Avoidable Bias vs Variance compromise

In DLS/C3/W1 Avoidable Bias refers to the difference between Train set error and Bayes error. However, the difference between Dev set error and Train set error is called variance. In previous videos variance increased when you over-fitted which Andrew describes as happening only if your Train set error is smaller than Bayes error. My doubts are:

  1. If Train set error and Bayes error are close, but Dev set error is far from Train set error. Am I not already over-fitting? The only solution that I see to this is having a bit more error in Train set to decrease error in Dev set. How can Train set error and Bayes error remain close (small avoidable bias) and decrease Dev set error (variance) only?
  2. I’m familiar with techniques to decrease variance such as regularization, increasing the test set size, early stopping, changing network topology, etc. Don’t all of this affect (increase) avoidable bias too?

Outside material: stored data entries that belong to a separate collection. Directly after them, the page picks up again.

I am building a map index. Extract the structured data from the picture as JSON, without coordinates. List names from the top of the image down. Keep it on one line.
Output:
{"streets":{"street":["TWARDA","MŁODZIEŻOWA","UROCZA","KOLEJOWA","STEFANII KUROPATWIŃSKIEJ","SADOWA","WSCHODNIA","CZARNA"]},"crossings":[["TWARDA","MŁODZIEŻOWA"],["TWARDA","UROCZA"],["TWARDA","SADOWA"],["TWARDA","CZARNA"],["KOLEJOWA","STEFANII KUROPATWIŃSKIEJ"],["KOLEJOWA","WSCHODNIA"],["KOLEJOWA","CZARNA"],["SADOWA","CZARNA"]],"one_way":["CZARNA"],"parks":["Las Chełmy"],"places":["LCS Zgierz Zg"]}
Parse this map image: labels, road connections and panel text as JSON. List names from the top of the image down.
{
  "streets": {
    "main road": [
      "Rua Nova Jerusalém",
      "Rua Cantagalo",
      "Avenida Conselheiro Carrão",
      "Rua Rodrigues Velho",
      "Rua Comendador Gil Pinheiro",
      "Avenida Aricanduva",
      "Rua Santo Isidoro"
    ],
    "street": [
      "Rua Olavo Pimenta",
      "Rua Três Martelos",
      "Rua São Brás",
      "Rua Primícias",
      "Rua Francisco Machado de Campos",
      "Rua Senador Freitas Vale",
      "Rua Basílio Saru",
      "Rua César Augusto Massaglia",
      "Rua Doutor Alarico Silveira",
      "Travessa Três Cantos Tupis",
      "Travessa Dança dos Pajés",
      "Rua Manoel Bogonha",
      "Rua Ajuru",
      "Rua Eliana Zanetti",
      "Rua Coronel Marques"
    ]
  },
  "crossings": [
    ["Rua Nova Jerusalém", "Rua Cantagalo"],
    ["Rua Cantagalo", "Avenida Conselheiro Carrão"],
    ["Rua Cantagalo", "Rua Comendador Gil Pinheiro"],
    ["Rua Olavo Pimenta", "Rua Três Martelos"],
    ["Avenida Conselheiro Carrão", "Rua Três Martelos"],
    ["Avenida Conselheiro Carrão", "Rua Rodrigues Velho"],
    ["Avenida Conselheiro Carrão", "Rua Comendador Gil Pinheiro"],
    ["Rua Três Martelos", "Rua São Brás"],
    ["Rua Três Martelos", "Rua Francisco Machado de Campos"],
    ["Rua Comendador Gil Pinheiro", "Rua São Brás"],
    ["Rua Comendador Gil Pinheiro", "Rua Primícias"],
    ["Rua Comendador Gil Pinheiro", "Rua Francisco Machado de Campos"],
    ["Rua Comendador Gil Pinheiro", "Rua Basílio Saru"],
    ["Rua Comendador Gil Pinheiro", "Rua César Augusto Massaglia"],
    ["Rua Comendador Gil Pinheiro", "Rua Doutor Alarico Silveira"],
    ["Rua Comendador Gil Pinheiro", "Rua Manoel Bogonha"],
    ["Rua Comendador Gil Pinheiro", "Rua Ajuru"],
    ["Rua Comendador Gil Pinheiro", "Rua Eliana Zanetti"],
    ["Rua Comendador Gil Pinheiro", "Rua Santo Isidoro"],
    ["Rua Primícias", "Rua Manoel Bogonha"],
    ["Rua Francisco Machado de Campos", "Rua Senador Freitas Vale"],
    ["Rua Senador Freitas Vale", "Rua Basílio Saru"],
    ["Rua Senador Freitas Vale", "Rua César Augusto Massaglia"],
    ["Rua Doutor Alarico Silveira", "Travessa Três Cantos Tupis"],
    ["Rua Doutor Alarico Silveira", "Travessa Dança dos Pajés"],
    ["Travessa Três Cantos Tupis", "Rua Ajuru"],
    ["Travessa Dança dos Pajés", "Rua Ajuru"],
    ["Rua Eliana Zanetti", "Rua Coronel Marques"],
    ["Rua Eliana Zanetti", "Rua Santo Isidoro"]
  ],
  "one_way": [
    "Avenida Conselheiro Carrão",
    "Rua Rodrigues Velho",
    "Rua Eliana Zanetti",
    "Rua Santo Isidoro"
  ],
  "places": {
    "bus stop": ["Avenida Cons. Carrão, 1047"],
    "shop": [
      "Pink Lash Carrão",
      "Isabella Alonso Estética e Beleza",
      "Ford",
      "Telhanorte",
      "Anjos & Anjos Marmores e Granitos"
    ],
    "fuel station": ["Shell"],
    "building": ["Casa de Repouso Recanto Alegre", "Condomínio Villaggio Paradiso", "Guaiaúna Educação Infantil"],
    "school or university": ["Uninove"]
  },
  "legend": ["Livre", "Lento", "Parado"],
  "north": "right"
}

For instance my understanding of regularization is that you force the coefficients of high order to have a very small (negligible) value by forcing the system to minimize the cost function + added regularization weights. In this way your model will fit less well to train set data (you have less high order polynomials terms to fit complicated shapes) and you will avoid over-fitting, i.e. you will generalize better on unseen data. By doing this, aren’t you getting further away from Bayes error level? In the end if we assume the humans are at Bayes level, humans could identify very well how to fit a line that separates wanted from unwanted data no matter how “high order polynomials” our brains need to use

Hi @vmmf89 ,
first of all, welcome to this community!
About your questions:

  1. Yes, you are over-fitting if train and dev errors are not near. To avoid over-fitting, you can do regularization, for example. This will however, most likely, increase your train error, so again making train error away from Bayes error
  2. Yes, they do, by definition.
    Your explanations make total sense to me, well done and keep making progress :slight_smile:

Hola Carlos,

Thank you for your answer. In your opinion why is the difference between Train and Dev set called variance? Isn’t high variance something that indicates you over-fitted your training set and now your network doesn’t generalize well in the Dev set ? If your train set is at Bayes error level (you have not over-fitted yet), then if you have a higher error in your Dev set. Why could this happen?

One possible example I could think of (a bit too elaborated in my opinion) was put by Andrew when he was explaining about Co-variate shift in the video “Why does Batch Norm works”. Lets say that my Network is able to achieve Bayes level with black cats (i.e. it is as good as a human identifying black cats) in training set, but for cats of other colors it doesn’t generalize well and it happens that all the cats of other colors were on the dev set (that’s why I always shuffle data before, to avoid this)